WORK INSTRUCTIONS:
Please reproduce the listing word for word. Pictures stay out.

RECORDS FOR PROCESSING:

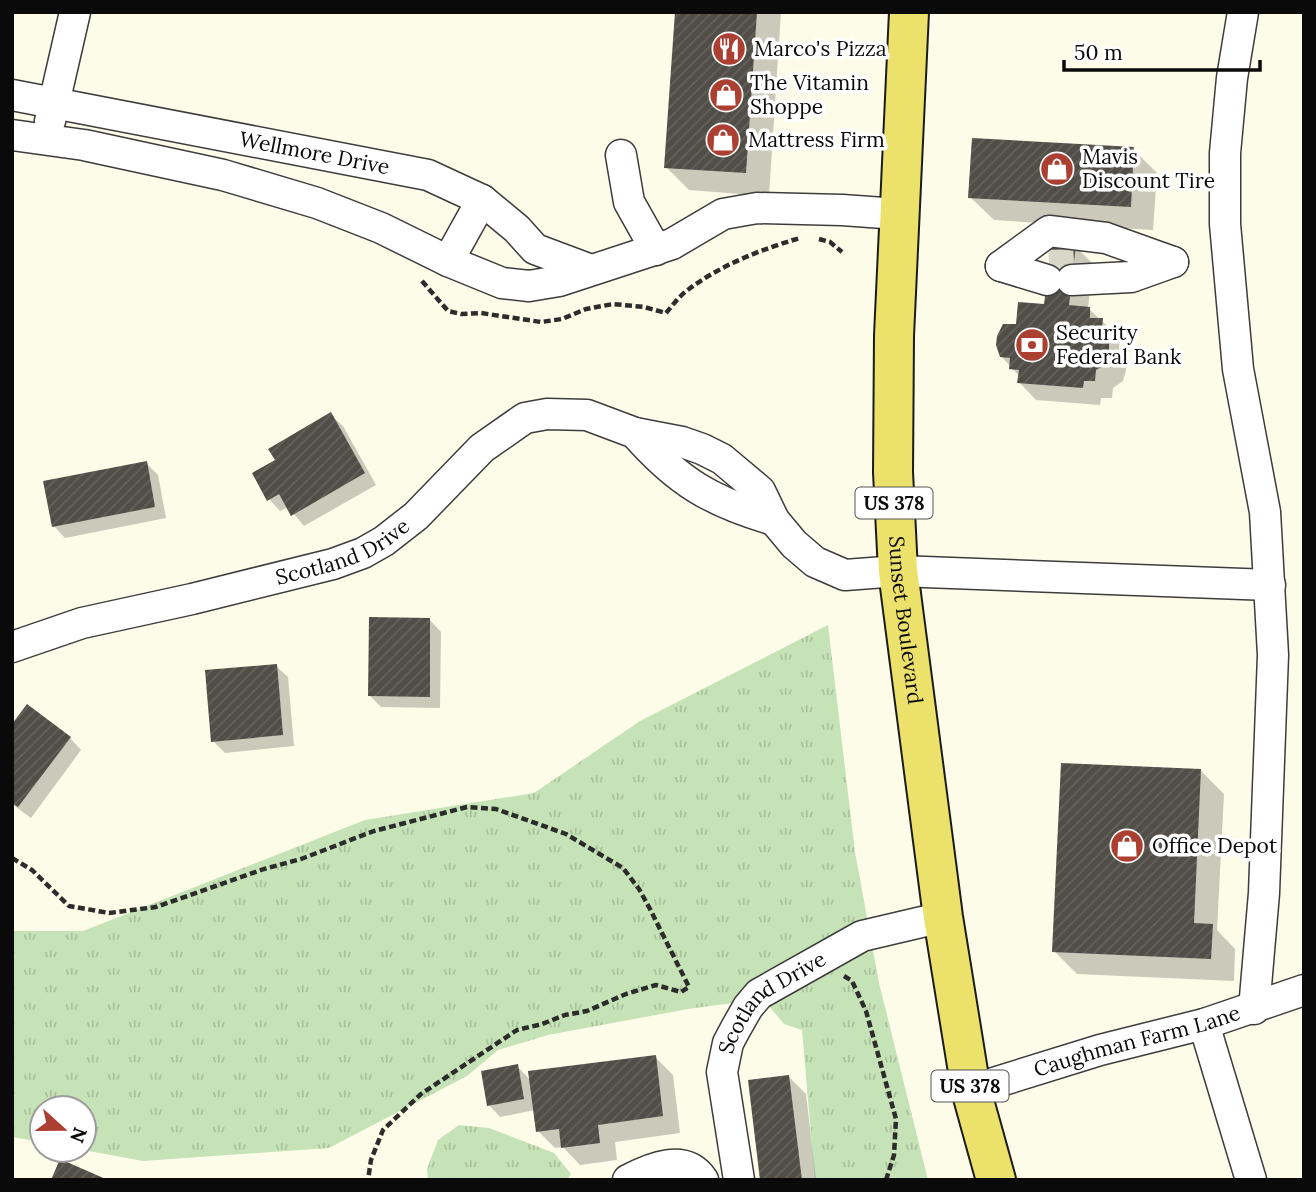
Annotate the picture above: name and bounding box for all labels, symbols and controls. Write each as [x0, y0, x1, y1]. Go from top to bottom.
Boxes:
scale bar [1064, 28, 1260, 72]
restaurant icon: Marco's Pizza [710, 30, 748, 68]
place label: Marco's Pizza [754, 35, 887, 62]
text: 50 m [1074, 39, 1123, 66]
place label: The Vitamin Shoppe [750, 69, 869, 120]
shop icon: The Vitamin Shoppe [707, 76, 745, 114]
shop icon: Mattress Firm [704, 121, 742, 159]
street label: Wellmore Drive [237, 125, 392, 180]
place label: Mattress Firm [748, 126, 885, 153]
place label: Mavis Discount Tire [1082, 143, 1215, 194]
shop icon: Mavis Discount Tire [1038, 150, 1076, 188]
place label: Security Federal Bank [1056, 319, 1182, 370]
bank icon: Security Federal Bank [1013, 326, 1051, 364]
road number: US 378 [856, 488, 932, 518]
street label: Scotland Drive [273, 512, 415, 591]
street label: Sunset Boulevard [883, 535, 929, 706]
shop icon: Office Depot [1108, 827, 1146, 865]
place label: Office Depot [1152, 832, 1278, 859]
street label: Scotland Drive [712, 945, 830, 1056]
street label: Caughman Farm Lane [1030, 999, 1243, 1083]
road number: US 378 [932, 1070, 1009, 1102]
north arrow [28, 1094, 98, 1164]
text: N [65, 1124, 93, 1147]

RESULT FOR THIS TASK:
Annotate the picture above: name and bounding box for all labels, symbols and controls. Write each as [x0, y0, x1, y1]. Go from top to bottom.
Boxes:
scale bar [1064, 28, 1260, 72]
restaurant icon: Marco's Pizza [710, 30, 748, 68]
place label: Marco's Pizza [754, 35, 887, 62]
text: 50 m [1074, 39, 1123, 66]
place label: The Vitamin Shoppe [750, 69, 869, 120]
shop icon: The Vitamin Shoppe [707, 76, 745, 114]
shop icon: Mattress Firm [704, 121, 742, 159]
street label: Wellmore Drive [237, 125, 392, 180]
place label: Mattress Firm [748, 126, 885, 153]
place label: Mavis Discount Tire [1082, 143, 1215, 194]
shop icon: Mavis Discount Tire [1038, 150, 1076, 188]
place label: Security Federal Bank [1056, 319, 1182, 370]
bank icon: Security Federal Bank [1013, 326, 1051, 364]
road number: US 378 [856, 488, 932, 518]
street label: Scotland Drive [273, 512, 415, 591]
street label: Sunset Boulevard [883, 535, 929, 706]
shop icon: Office Depot [1108, 827, 1146, 865]
place label: Office Depot [1152, 832, 1278, 859]
street label: Scotland Drive [712, 945, 830, 1056]
street label: Caughman Farm Lane [1030, 999, 1243, 1083]
road number: US 378 [932, 1070, 1009, 1102]
north arrow [28, 1094, 98, 1164]
text: N [65, 1124, 93, 1147]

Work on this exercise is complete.